Whatever appears in the entries must be given again exactly.

[Stored items from a collection]
—————

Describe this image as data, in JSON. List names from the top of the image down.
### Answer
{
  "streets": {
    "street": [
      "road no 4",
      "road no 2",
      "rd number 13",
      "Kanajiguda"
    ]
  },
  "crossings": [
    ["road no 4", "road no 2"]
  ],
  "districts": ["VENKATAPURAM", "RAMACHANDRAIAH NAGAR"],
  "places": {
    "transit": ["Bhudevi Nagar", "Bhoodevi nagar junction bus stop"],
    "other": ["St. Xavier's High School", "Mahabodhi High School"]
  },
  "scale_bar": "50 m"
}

—————

# Answer box
Describe this image as data, in JSON. List names from the top of the image down.
### Answer
{
  "streets": {
    "street": [
      "road no 4",
      "road no 2",
      "rd number 13",
      "Kanajiguda"
    ]
  },
  "crossings": [
    ["road no 4", "road no 2"]
  ],
  "districts": ["VENKATAPURAM", "RAMACHANDRAIAH NAGAR"],
  "places": {
    "transit": ["Bhudevi Nagar", "Bhoodevi nagar junction bus stop"],
    "other": ["St. Xavier's High School", "Mahabodhi High School"]
  },
  "scale_bar": "50 m"
}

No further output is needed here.